Unnamed: 0,Areas,Region,Population,Latitude,Longitude,Cluster Labels,Areas Latitude,Areas Longitude,Venue,Venue Latitude,Venue Longitude,Venue Category
0,Hamburg-Altstadt,Hamburg-Mitte,2350.0,53.550468,9.99464,4.0,,,,,,
1,HafenCity,Hamburg-Mitte,4925.0,53.542913,9.995835,4.0,,,,,,
2,Neustadt,Hamburg-Mitte,12.762,53.549881,9.979048,1.0,53.549881,9.979048,MeridianSpa,53.546301,9.980929,Fitness Studio
3,St. Pauli,Hamburg-Mitte,22.097,53.550796,9.970075,4.0,,,,,,
4,St. Georg,Hamburg-Mitte,11.358,53.556993,10.014162,0.0,53.556993,10.014162,Le Royal Meridien Hamburg Fitness Centre,53.5586,10.007644,Fitness Studio


## Visualisation of the Clustred Fitness Studios & Areas Without Fitness Studio

In [207]:
# create map
map_clusters = folium.Map(location=[latitude, longitude], zoom_start=11)
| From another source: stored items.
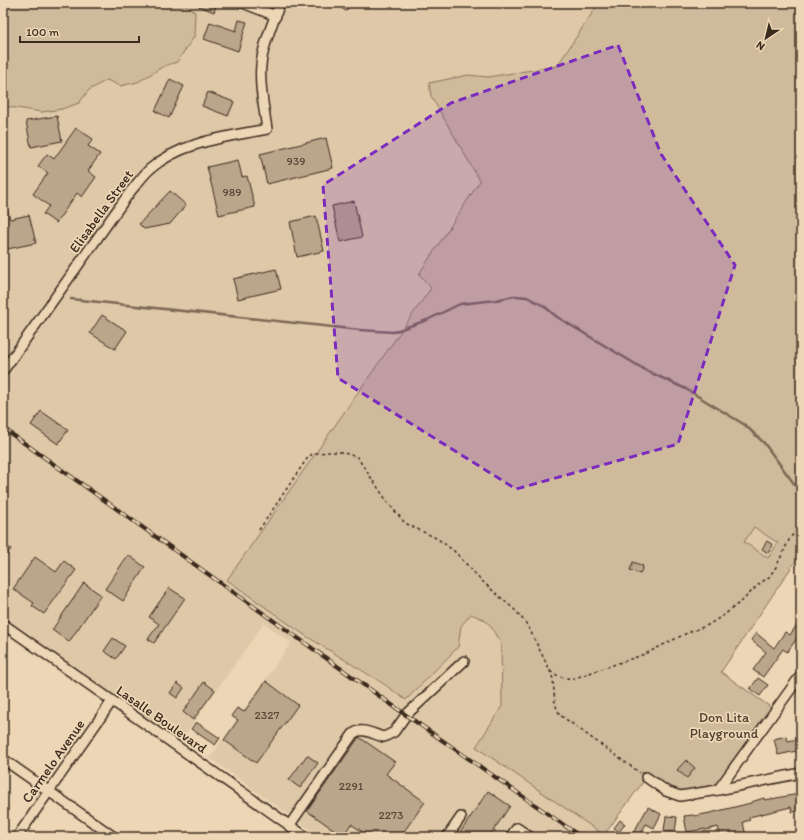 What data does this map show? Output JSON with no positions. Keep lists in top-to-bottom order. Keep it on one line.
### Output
{"streets":{"street":["Elisabella Street","Lasalle Boulevard","Carmelo Avenue"]},"crossings":[["Lasalle Boulevard","Carmelo Avenue"]],"parks":["Don Lita Playground"],"house_numbers":["939","989","2327","2291","2273"],"scale_bar":"100 m","north":"bottom left"} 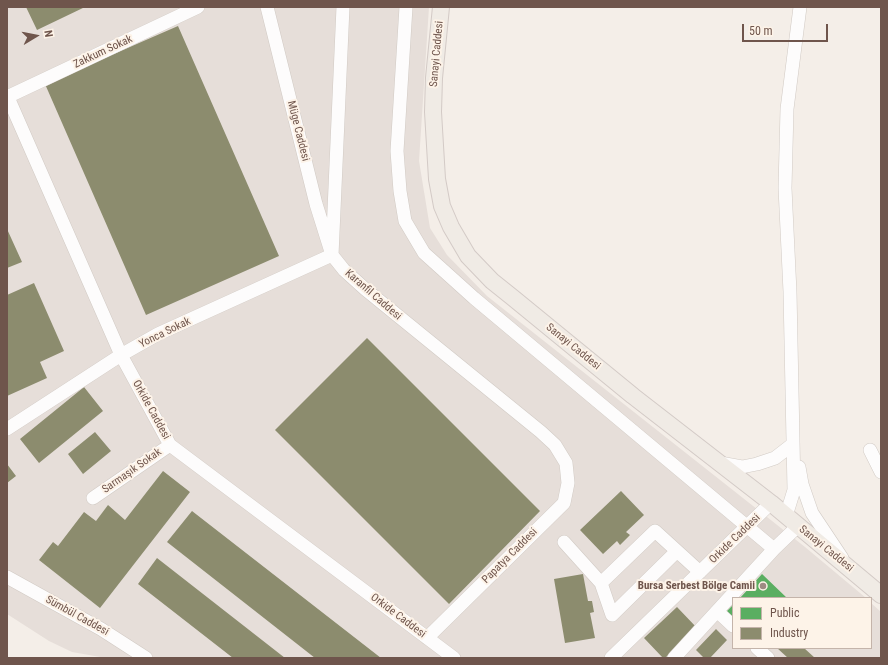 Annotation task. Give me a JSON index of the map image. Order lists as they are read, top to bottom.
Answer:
{
  "streets": {
    "main road": ["Sanayi Caddesi"],
    "lane": [
      "Zakkum Sokak",
      "Müge Caddesi",
      "Karanfil Caddesi",
      "Yonca Sokak",
      "Orkide Caddesi",
      "Sarmaşık Sokak",
      "Papatya Caddesi",
      "Sümbül Caddesi"
    ]
  },
  "crossings": [
    ["Zakkum Sokak", "Orkide Caddesi"],
    ["Sanayi Caddesi", "Orkide Caddesi"],
    ["Müge Caddesi", "Karanfil Caddesi"],
    ["Müge Caddesi", "Yonca Sokak"],
    ["Karanfil Caddesi", "Yonca Sokak"],
    ["Karanfil Caddesi", "Papatya Caddesi"],
    ["Yonca Sokak", "Orkide Caddesi"],
    ["Orkide Caddesi", "Sarmaşık Sokak"],
    ["Orkide Caddesi", "Papatya Caddesi"]
  ],
  "places": ["Bursa Serbest Bölge Camii"],
  "legend": ["Public", "Industry"],
  "scale_bar": "50 m",
  "north": "right"
} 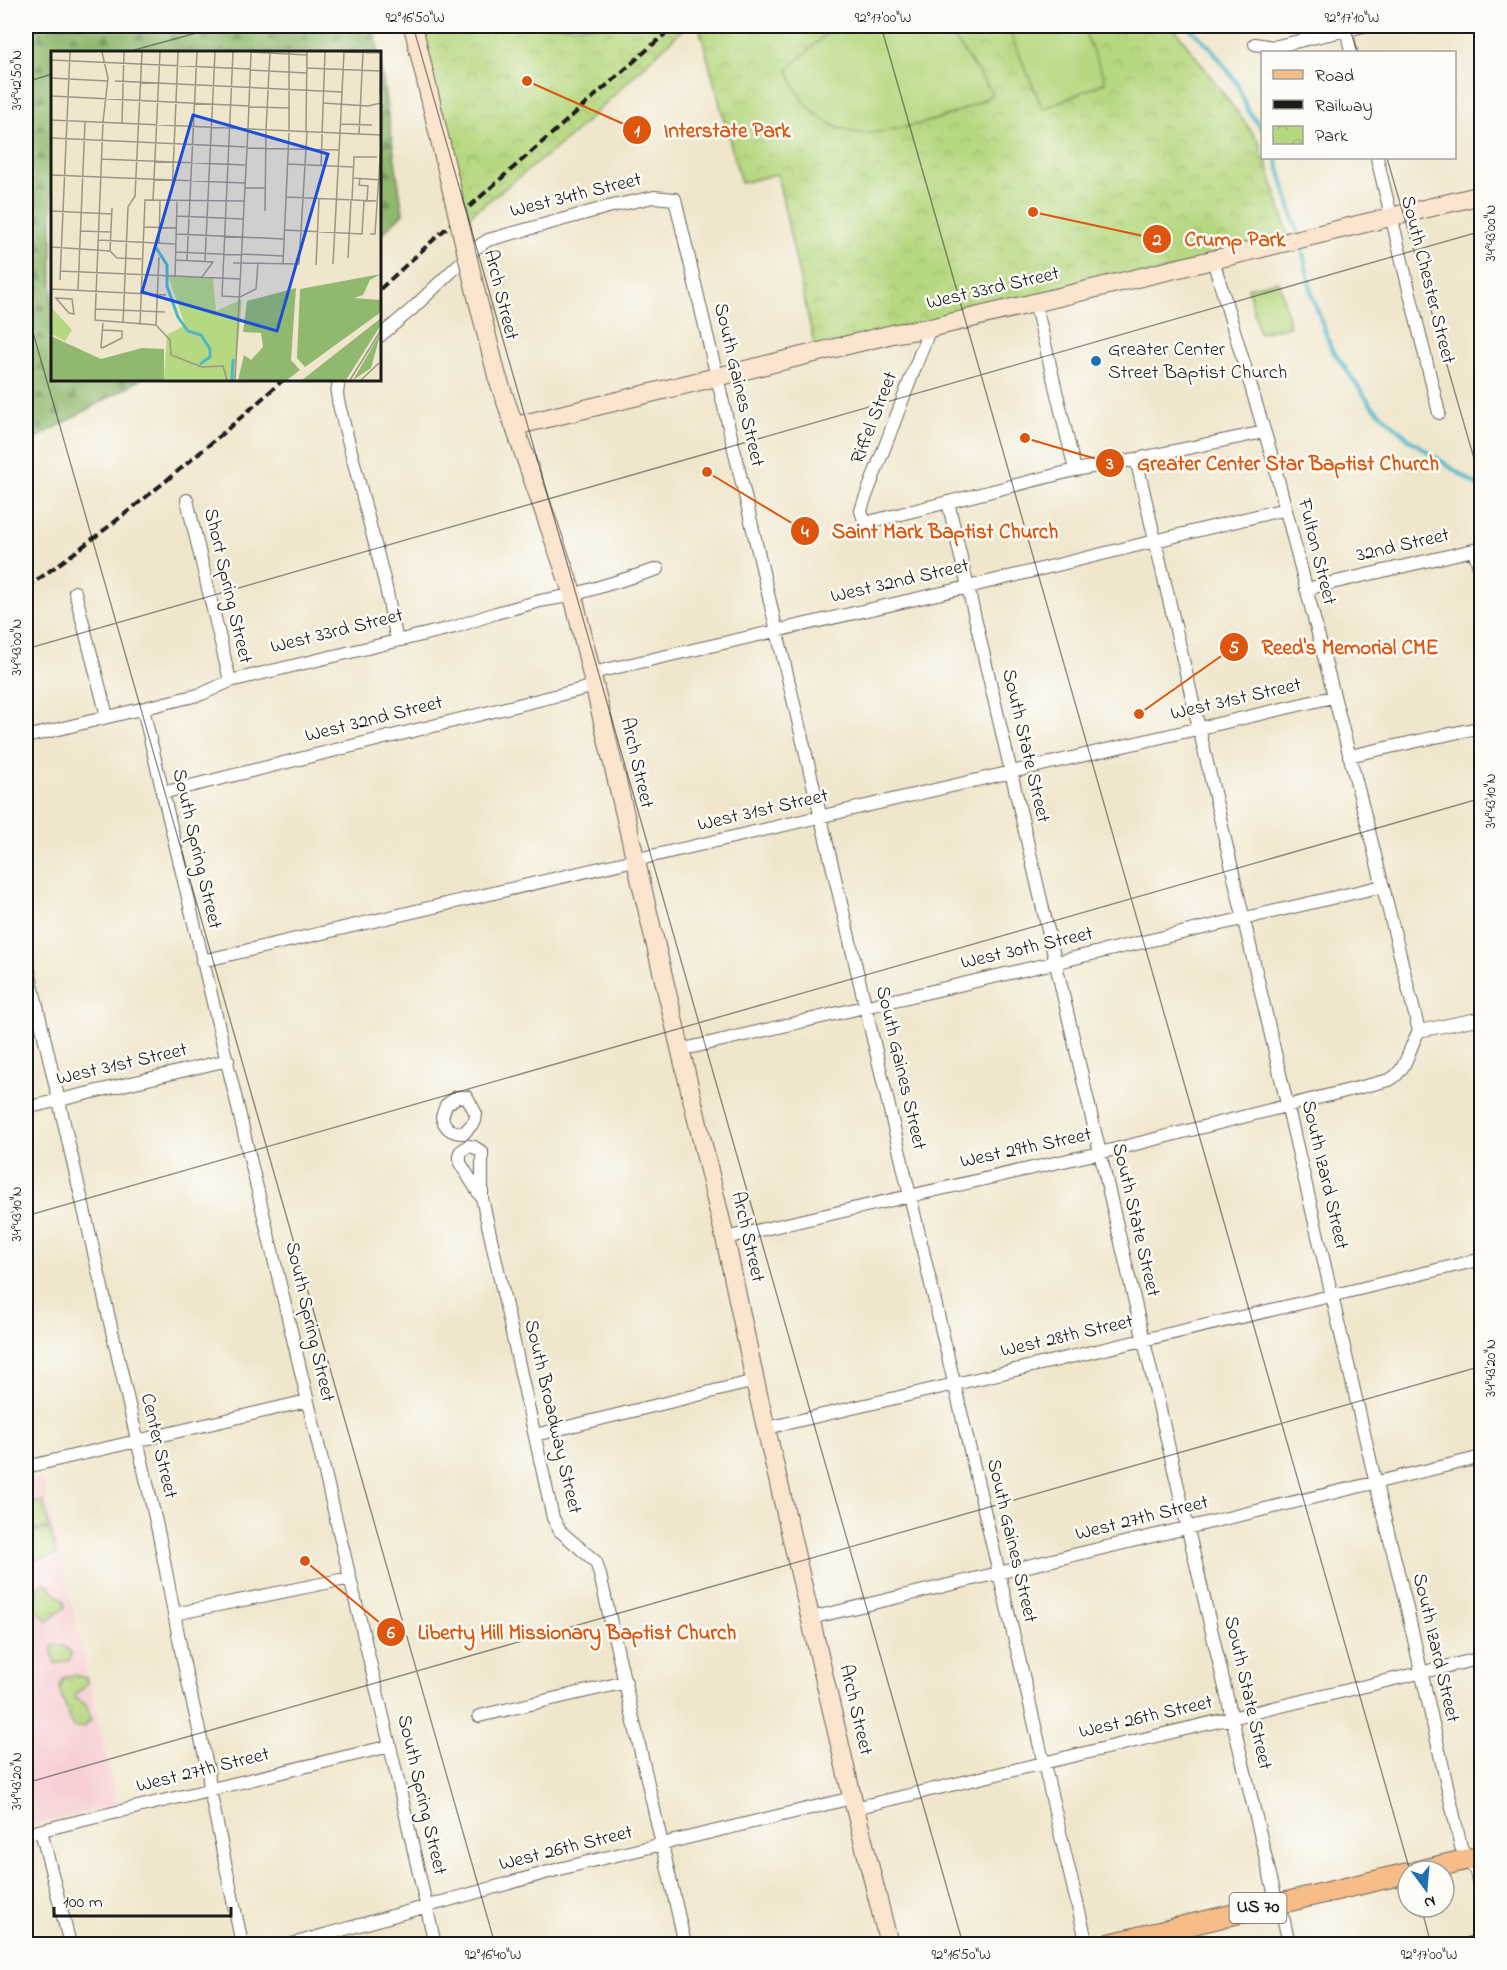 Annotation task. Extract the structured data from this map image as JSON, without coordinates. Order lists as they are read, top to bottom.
{
  "streets": {
    "main road": ["West 33rd Street", "Arch Street", "US 70"],
    "street": [
      "West 34th Street",
      "South Chester Street",
      "South Gaines Street",
      "Riffel Street",
      "32nd Street",
      "Fulton Street",
      "West 32nd Street",
      "Short Spring Street",
      "West 31st Street",
      "South State Street",
      "South Spring Street",
      "West 30th Street",
      "West 29th Street",
      "South Izard Street",
      "West 28th Street",
      "South Broadway Street",
      "Center Street",
      "West 27th Street",
      "West 26th Street"
    ]
  },
  "crossings": [
    ["West 34th Street", "South Gaines Street"],
    ["South Chester Street", "West 33rd Street"],
    ["West 33rd Street", "Arch Street"],
    ["West 33rd Street", "South Gaines Street"],
    ["West 33rd Street", "Riffel Street"],
    ["West 33rd Street", "Fulton Street"],
    ["West 33rd Street", "Short Spring Street"],
    ["West 33rd Street", "South Spring Street"],
    ["Arch Street", "West 32nd Street"],
    ["Arch Street", "West 31st Street"],
    ["Arch Street", "West 30th Street"],
    ["Arch Street", "West 29th Street"],
    ["Arch Street", "West 28th Street"],
    ["Arch Street", "West 27th Street"],
    ["Arch Street", "West 26th Street"],
    ["South Gaines Street", "West 32nd Street"],
    ["South Gaines Street", "West 31st Street"],
    ["South Gaines Street", "West 30th Street"],
    ["South Gaines Street", "West 29th Street"],
    ["South Gaines Street", "West 28th Street"],
    ["South Gaines Street", "West 27th Street"],
    ["South Gaines Street", "West 26th Street"],
    ["Riffel Street", "South State Street"],
    ["32nd Street", "Fulton Street"],
    ["Fulton Street", "West 32nd Street"],
    ["Fulton Street", "West 31st Street"],
    ["Fulton Street", "West 30th Street"],
    ["Fulton Street", "West 29th Street"],
    ["West 32nd Street", "South State Street"],
    ["West 32nd Street", "South Spring Street"],
    ["West 32nd Street", "South Izard Street"],
    ["West 31st Street", "South State Street"],
    ["West 31st Street", "South Spring Street"],
    ["West 31st Street", "South Izard Street"],
    ["West 31st Street", "Center Street"],
    ["South State Street", "West 30th Street"],
    ["South State Street", "West 29th Street"],
    ["South State Street", "West 28th Street"],
    ["South State Street", "West 27th Street"],
    ["South State Street", "West 26th Street"],
    ["South State Street", "US 70"],
    ["South Spring Street", "West 27th Street"],
    ["South Spring Street", "West 26th Street"],
    ["West 30th Street", "South Izard Street"],
    ["West 29th Street", "South Izard Street"],
    ["South Izard Street", "West 28th Street"],
    ["South Izard Street", "West 27th Street"],
    ["South Izard Street", "West 26th Street"],
    ["South Broadway Street", "West 26th Street"],
    ["Center Street", "West 27th Street"]
  ],
  "places": [
    "Interstate Park",
    "Crump Park",
    "Greater Center Street Baptist Church",
    "Greater Center Star Baptist Church",
    "Saint Mark Baptist Church",
    "Reed's Memorial CME",
    "Liberty Hill Missionary Baptist Church"
  ],
  "legend": ["Road", "Railway", "Park"],
  "scale_bar": "100 m",
  "north": "bottom",
  "coordinates": [
    "92°16'50\"W",
    "92°17'00\"W",
    "92°17'10\"W",
    "34°42'50\"N",
    "34°43'00\"N",
    "34°43'10\"N",
    "34°43'20\"N",
    "92°16'40\"W"
  ]
} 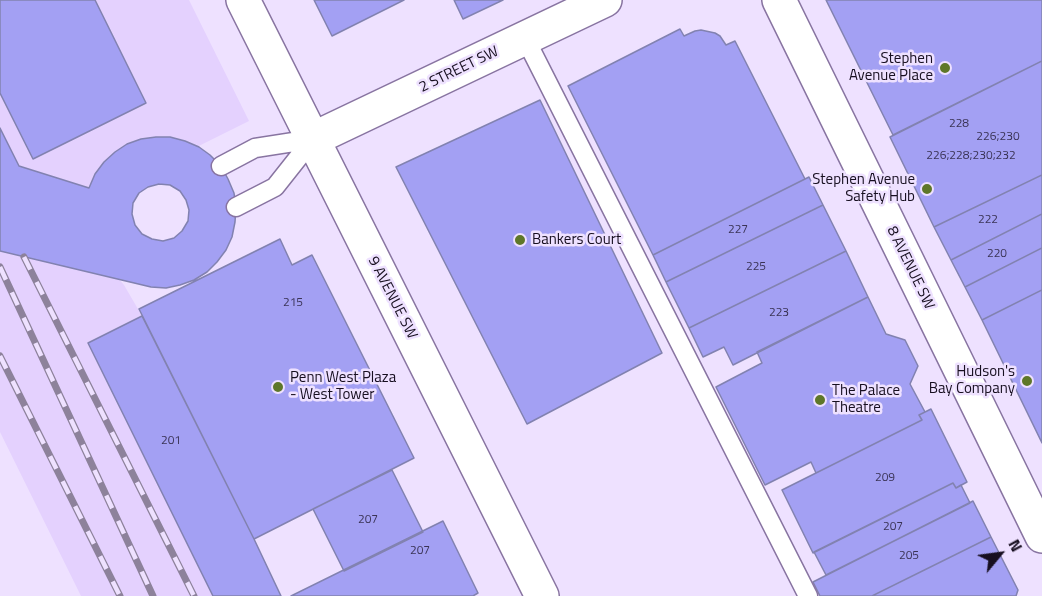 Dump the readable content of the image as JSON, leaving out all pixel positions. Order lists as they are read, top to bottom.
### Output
{
  "streets": {
    "street": ["2 STREET SW", "8 AVENUE SW", "9 AVENUE SW"]
  },
  "crossings": [
    ["2 STREET SW", "9 AVENUE SW"]
  ],
  "places": [
    "Stephen Avenue Place",
    "Stephen Avenue Safety Hub",
    "Bankers Court",
    "Hudson's Bay Company",
    "Penn West Plaza - West Tower",
    "The Palace Theatre"
  ],
  "house_numbers": [
    "228",
    "226;230",
    "226;228;230;232",
    "222",
    "227",
    "220",
    "225",
    "215",
    "223",
    "201",
    "209",
    "207",
    "207",
    "207",
    "205"
  ],
  "north": "top right"
}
# set color scheme for the clusters
x = np.arange(kclusters+2)
ys = [i + x + (i*x)**2 for i in range(kclusters+2)]
colors_array = cm.rainbow(np.linspace(0, 1, len(ys)))
rainbow = [colors.rgb2hex(i) for i in colors_array]

# add markers to the map
markers_colors = []
for lat, lon, poi, cluster in zip(hamburg_merged['Latitude'], hamburg_merged['Longitude'], hamburg_merged['Areas'], hamburg_merged['Cluster Labels']):
    label = folium.Popup(str(poi) + ' Cluster ' + str(cluster), parse_html=True)
    folium.CircleMarker(
        [lat, lon],
        radius=3,
        popup=label,
        color=rainbow[int(cluster-1)],
        fill=True,
        fill_color=rainbow[int(cluster-1)],
        fill_opacity=0.7).add_to(map_clusters)
       
map_clusters

## Results

In the light of analyses we can come up with the idea of openning fitness studios on the orange colored areas. Because on the map these are the areas which are not able to assigned any cluster. 
On the other hand, the dark blue areas are, as expected, full with fitness studios, while being city center. After dark blue, red and light blue areas also seem having relative high numbers of fitness studio.

## Discussion

When we evaluate the results, we have to consider the reliability of the veneu data. As a person living Hamburg, the number of fitness studio in Hamburg should be around 27. However, the results have reasonability while the density of fitness studios are increasing in the city center.